Waldete Tristão – A formação inicial dos professores precisa se somar à formação continuada para que o marco legal se fortaleça e integre a cultura escolar em uma perspectiva transformadora e cidadã. É muito importante que os profissionais da educação conheçam os principais pontos da LDB alterada pela Lei 10.639/03, entre outros, alguns aspectos das histórias das lutas de resistência e reivindicações dos povos africanos e afro-brasileiros. Trata-se de um tipo de formação que permita aos profissionais identificar e compreender os limites e as contradições para a efetivação da lei nos espaços escolares. E, por fim, compreender a importância de abordar as perspectivas dessa implantação como ação afirmativa, numa visão que elege a escola como um espaço onde a diversidade deve ser considerada e respeitada para uma aprendizagem mais efetiva.
Como você vê hoje espaço no ambiente das escolas para o amparo das famílias dos alunos não brancos? Elas podem se inserir nessa cultura escolar?
Waldete Tristão – A escola é hostil e não se constitui como um espaço democrático para as crianças negras se não considera o seu pertencimento racial e a história e a cultura dos povos africanos e afro-brasileiros. A família das crianças pode se inserir na cultura escolar inicialmente a partir de suas próprias histórias.
Por fim, você considera que a inserção de projetos e temas que discutam a diversidade étnico-racial pode ajudar a transformar o racismo estrutural e histórico do país? Como? O que poderíamos esperar dos alunos com uma formação maior em culturas africanas e afro-brasileiras?

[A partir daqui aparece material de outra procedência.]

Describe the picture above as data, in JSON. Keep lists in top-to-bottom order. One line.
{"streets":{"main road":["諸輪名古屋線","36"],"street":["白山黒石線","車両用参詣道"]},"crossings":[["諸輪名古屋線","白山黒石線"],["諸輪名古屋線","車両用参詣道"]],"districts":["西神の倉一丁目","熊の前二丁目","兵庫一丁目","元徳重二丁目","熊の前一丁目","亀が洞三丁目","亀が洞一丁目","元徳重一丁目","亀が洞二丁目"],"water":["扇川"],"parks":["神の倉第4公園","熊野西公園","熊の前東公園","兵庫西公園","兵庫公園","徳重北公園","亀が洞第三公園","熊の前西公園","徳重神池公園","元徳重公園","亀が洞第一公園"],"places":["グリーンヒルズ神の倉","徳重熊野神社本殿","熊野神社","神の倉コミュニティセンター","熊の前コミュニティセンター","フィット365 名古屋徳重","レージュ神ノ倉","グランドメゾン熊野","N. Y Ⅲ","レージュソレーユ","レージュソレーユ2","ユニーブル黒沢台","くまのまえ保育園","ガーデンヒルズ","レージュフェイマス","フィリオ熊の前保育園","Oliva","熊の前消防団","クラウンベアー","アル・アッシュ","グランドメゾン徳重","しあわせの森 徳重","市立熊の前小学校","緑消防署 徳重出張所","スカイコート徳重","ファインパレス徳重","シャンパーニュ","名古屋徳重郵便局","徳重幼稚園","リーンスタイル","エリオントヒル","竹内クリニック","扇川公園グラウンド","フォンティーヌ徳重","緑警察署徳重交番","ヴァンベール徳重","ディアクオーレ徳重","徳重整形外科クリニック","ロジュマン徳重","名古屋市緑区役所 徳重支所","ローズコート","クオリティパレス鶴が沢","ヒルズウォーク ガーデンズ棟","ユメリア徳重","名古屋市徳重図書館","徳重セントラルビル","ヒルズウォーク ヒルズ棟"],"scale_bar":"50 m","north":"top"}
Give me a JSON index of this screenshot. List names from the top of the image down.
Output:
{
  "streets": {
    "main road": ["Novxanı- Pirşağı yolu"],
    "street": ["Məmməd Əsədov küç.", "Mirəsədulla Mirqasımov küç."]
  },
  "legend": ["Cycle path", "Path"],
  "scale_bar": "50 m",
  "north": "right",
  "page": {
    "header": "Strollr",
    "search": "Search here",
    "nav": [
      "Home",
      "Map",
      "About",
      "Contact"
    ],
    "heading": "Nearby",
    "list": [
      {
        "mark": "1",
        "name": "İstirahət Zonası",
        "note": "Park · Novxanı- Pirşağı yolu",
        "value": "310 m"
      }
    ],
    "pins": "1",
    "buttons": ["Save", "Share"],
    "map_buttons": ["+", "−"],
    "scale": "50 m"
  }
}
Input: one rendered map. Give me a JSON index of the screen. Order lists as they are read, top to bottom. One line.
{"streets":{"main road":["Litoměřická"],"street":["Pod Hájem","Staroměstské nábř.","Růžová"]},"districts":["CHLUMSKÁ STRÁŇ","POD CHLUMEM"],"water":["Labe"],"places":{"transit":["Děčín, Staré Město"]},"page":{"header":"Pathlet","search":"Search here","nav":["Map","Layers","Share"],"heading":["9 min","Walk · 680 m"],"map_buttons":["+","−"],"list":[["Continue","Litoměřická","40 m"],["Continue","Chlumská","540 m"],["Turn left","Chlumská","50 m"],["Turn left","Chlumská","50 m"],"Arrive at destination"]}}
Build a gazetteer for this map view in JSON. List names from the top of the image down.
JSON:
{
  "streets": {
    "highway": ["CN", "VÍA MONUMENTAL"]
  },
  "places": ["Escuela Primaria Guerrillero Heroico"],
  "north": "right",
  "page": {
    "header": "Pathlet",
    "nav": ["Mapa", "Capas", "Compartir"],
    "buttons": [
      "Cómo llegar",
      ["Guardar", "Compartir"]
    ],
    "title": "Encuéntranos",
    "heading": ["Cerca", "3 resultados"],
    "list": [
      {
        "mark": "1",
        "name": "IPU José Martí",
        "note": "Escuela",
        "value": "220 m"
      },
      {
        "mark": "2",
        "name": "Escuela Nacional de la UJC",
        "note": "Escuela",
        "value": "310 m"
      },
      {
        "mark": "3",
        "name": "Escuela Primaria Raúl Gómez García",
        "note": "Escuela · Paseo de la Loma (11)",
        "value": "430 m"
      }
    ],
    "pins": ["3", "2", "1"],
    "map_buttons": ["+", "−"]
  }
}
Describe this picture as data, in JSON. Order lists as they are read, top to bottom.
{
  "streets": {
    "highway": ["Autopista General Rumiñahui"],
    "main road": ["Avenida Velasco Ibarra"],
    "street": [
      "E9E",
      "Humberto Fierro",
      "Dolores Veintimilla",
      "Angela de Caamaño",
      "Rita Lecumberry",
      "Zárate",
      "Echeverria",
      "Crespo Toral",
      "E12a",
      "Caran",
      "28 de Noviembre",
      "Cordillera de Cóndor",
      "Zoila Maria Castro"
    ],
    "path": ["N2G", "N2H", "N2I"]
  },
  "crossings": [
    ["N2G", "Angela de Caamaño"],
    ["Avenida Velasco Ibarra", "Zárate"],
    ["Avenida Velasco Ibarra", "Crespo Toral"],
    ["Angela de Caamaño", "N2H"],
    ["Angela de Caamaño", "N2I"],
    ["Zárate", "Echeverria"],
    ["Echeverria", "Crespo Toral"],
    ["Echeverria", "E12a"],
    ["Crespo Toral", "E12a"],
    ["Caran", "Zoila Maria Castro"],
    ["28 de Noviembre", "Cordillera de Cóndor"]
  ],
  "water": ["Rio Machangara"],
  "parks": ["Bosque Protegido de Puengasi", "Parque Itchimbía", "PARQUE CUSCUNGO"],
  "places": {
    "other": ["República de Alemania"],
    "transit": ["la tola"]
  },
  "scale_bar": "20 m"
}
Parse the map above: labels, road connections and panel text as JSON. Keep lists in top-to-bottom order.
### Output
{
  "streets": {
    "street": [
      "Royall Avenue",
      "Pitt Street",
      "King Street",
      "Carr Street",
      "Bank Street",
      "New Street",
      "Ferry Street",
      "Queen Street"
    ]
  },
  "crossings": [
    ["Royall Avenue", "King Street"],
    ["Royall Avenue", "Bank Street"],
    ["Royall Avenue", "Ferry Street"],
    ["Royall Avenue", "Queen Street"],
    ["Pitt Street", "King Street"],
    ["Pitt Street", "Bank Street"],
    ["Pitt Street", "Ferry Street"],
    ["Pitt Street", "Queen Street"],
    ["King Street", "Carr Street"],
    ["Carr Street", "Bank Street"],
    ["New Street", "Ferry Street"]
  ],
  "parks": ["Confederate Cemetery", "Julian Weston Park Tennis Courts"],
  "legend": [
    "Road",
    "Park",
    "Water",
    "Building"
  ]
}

Waldete Tristão – O primeiro grande exercício é o reconhecimento da existência do racismo estrutural e de seus efeitos também nos espaços educacionais. A escola não cumpre seu papel social quando nela não estão presentes projetos e temas que pautem a diversidade ético-racial. No entanto, vale destacar a existência de projetos e propostas existentes em diversas escolas do Brasil. Merecem destaque aqueles que podem ser encontrados no site do Centro de Estudos para as Relações de Trabalho (CEERT). Trata-se de um projeto que surge para mapear as práticas escolares voltadas para o tratamento da temática étnico-raciais. Segundo informações presentes nesse site, a primeira edição ocorreu no ano de 2002, com o objetivo de identificar, difundir, reconhecer e apoiar práticas pedagógicas e de gestão escolar, vinculadas à temática étnico-racial, na perspectiva da garantia de uma educação de qualidade para todas e todos e, mais especificamente, de combate ao racismo e de valorização da diversidade étnico-racial.